Personally I like leggings with dresses or tunics and that's it.

FromAtoZ
by AllieCat on Apr. 3, 2014 at 12:08 PM
2 moms liked this


Quoting SunshneDaydream:

I think this ban is ridiculous.  I had no idea leggins were considered inappropriate until I saw some post on CM about it a few weeks ago.  My 9-yr old wears them almost every day and I have never thought anything of it.  And I am certainly not one to be super liberal about what girls wear!  If a skirt or shorts are too short, they may not be worn. I do not allow crop-tops or pants/shorts with words across the butt. But leggins?  Geez, they're just freaking comfy! Why are we oversexualizing this?

I agree.

Last night was orientation for the incoming Freshman at the high school.  

Once I got over the fact my last girl will be off to high school in the Fall, I noticed just how many grown women were wearing leggings.  Not one looked inappropriate and if any boy or man in that place got hot and bothered because of what she was wearing, that is on them.

I'm not one to agree to breaking dress code, most of what is there is there for a good reason and I've always been sure my girls are dressed appropriately.

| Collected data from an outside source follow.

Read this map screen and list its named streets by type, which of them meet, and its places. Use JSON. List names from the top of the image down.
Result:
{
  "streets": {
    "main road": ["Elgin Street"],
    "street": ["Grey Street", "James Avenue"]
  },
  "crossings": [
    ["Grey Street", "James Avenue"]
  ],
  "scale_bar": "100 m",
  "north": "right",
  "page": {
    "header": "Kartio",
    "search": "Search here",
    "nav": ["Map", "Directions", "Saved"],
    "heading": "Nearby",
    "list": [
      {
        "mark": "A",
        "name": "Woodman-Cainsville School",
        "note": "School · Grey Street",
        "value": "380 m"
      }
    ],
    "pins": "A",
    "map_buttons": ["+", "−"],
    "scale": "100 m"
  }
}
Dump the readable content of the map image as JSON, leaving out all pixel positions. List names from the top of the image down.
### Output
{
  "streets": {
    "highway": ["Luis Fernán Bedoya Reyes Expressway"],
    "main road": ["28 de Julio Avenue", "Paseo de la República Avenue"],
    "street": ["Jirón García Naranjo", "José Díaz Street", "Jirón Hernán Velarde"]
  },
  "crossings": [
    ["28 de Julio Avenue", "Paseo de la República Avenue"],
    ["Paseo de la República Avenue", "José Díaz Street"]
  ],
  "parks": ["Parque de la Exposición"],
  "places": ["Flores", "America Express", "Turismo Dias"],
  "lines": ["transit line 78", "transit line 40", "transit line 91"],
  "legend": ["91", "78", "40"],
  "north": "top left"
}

But my goodness, leggings with a long top over them is by no means inappropriate and I can be one of the worst dress code enforcers out there.

SunshneDaydream
by Silver Member on Apr. 3, 2014 at 12:08 PM
2 moms liked this

Agreed.  I had the same issue with the dress code when I was in school.  No "spaghetti strap" tank tops...because SHOULDERS are distracting to boys.  Fucking SERIOUSLY???  Teenage boys are going to be distracted by teenage girls if they were wearing potato sacks and hoodies.  It's not the girls' fault and they shouldn't be that restricted in what they wear.  Certain things I agree with, shirts that show the midriff, skirts/shorts that are crazy short, but bare shoulders?  Really???

Quoting FromAtoZ:

Good for this kiddo.

Something similar happened last year at my daughter's school.  They were told no leggings or yoga pants and yes, because it distracts the boys.

The majority of the girls wore leggings to school on the same day.  They all made sure their tops covered their butts.  

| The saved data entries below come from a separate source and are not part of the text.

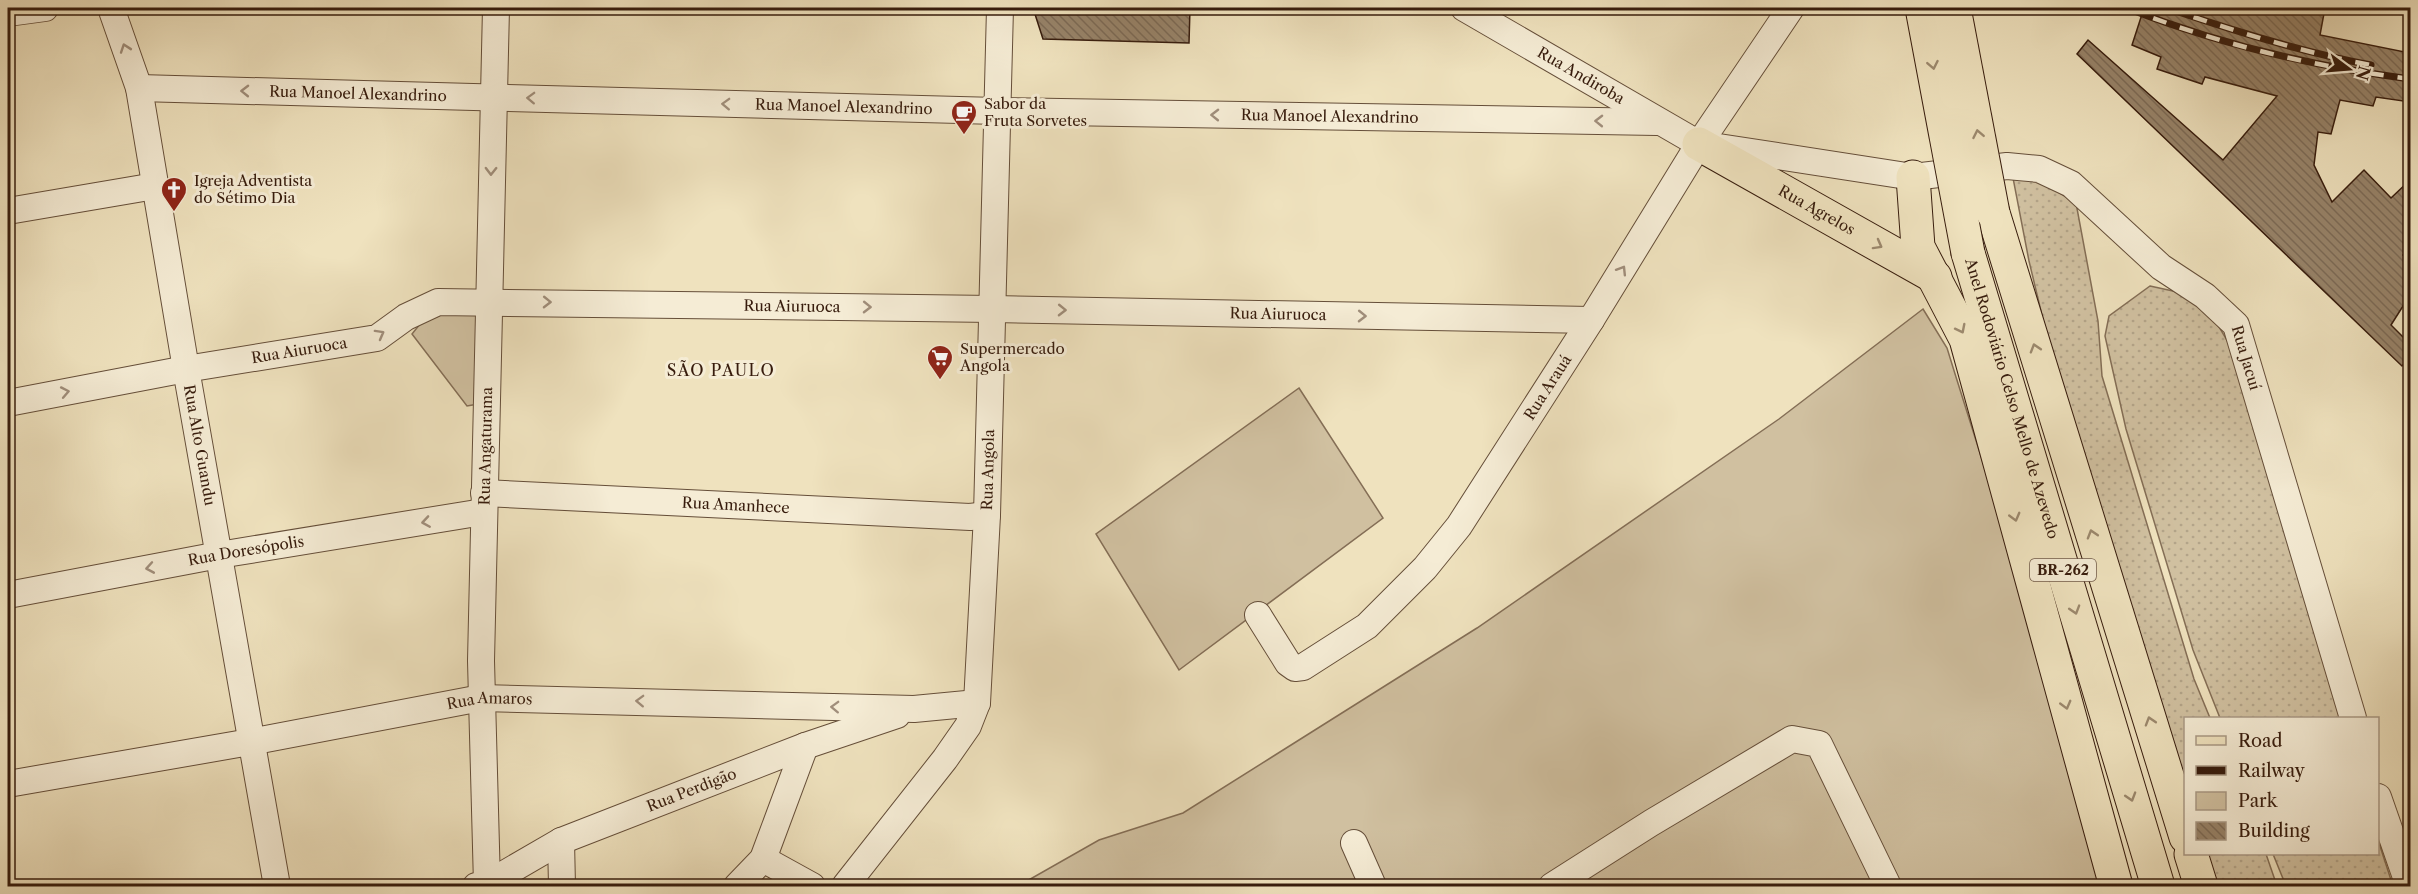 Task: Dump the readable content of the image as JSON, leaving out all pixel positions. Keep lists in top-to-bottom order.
{
  "streets": {
    "main road": ["Rua Agrelos", "Anel Rodoviário Celso Mello de Azevedo", "BR-262"],
    "street": [
      "Rua Andiroba",
      "Rua Manoel Alexandrino",
      "Rua Aiuruoca",
      "Rua Jacuí",
      "Rua Arauá",
      "Rua Alto Guandu",
      "Rua Angaturama",
      "Rua Angola",
      "Rua Amanhece",
      "Rua Doresópolis",
      "Rua Amaros",
      "Rua Perdigão"
    ]
  },
  "crossings": [
    ["Rua Andiroba", "Rua Manoel Alexandrino"],
    ["Rua Andiroba", "Rua Agrelos"],
    ["Rua Andiroba", "Rua Arauá"],
    ["Rua Manoel Alexandrino", "Rua Alto Guandu"],
    ["Rua Manoel Alexandrino", "Rua Angaturama"],
    ["Rua Manoel Alexandrino", "Rua Angola"],
    ["Rua Agrelos", "Rua Arauá"],
    ["Rua Agrelos", "Anel Rodoviário Celso Mello de Azevedo"],
    ["Rua Aiuruoca", "Rua Arauá"],
    ["Rua Aiuruoca", "Rua Alto Guandu"],
    ["Rua Aiuruoca", "Rua Angaturama"],
    ["Rua Aiuruoca", "Rua Angola"],
    ["Rua Jacuí", "Anel Rodoviário Celso Mello de Azevedo"],
    ["Rua Alto Guandu", "Rua Doresópolis"],
    ["Rua Alto Guandu", "Rua Amaros"],
    ["Rua Angaturama", "Rua Amanhece"],
    ["Rua Angaturama", "Rua Doresópolis"],
    ["Rua Angaturama", "Rua Amaros"],
    ["Rua Angaturama", "Rua Perdigão"],
    ["Rua Angola", "Rua Amanhece"],
    ["Rua Angola", "Rua Amaros"],
    ["Rua Amanhece", "Rua Doresópolis"],
    ["Rua Amaros", "Rua Perdigão"]
  ],
  "one_way": [
    "Rua Manoel Alexandrino",
    "Rua Agrelos",
    "Rua Aiuruoca",
    "Rua Doresópolis",
    "Rua Amaros"
  ],
  "districts": ["SÃO PAULO"],
  "places": {
    "cafe": ["Sabor da Fruta Sorvetes"],
    "church": ["Igreja Adventista do Sétimo Dia"],
    "supermarket": ["Supermercado Angola"]
  },
  "legend": [
    "Road",
    "Railway",
    "Park",
    "Building"
  ],
  "north": "right"
}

This year, leggings and yoga pants are indeed allowed, as long as the top comes over the butt.

I don't like the ones that are sheer or are too tight.  It is inappropriate and has nothing to do with boys.

But my goodness, these girls can't be held responsible for the boys and not given any indication that those leggings or yoga pants are more distracting than calling the girls out and embarrassing them.

This young girl, and it seems others, have a good point and while all I have is what is printed here, I say good for them.

They aren't asking to wear strapless tops to school, low cut or short shorts.  All of those things are indeed inappropriate and again, have nothing to do with the boys.  Or they should not any way.

Any boy worth a damn would realize he is being insulted as well.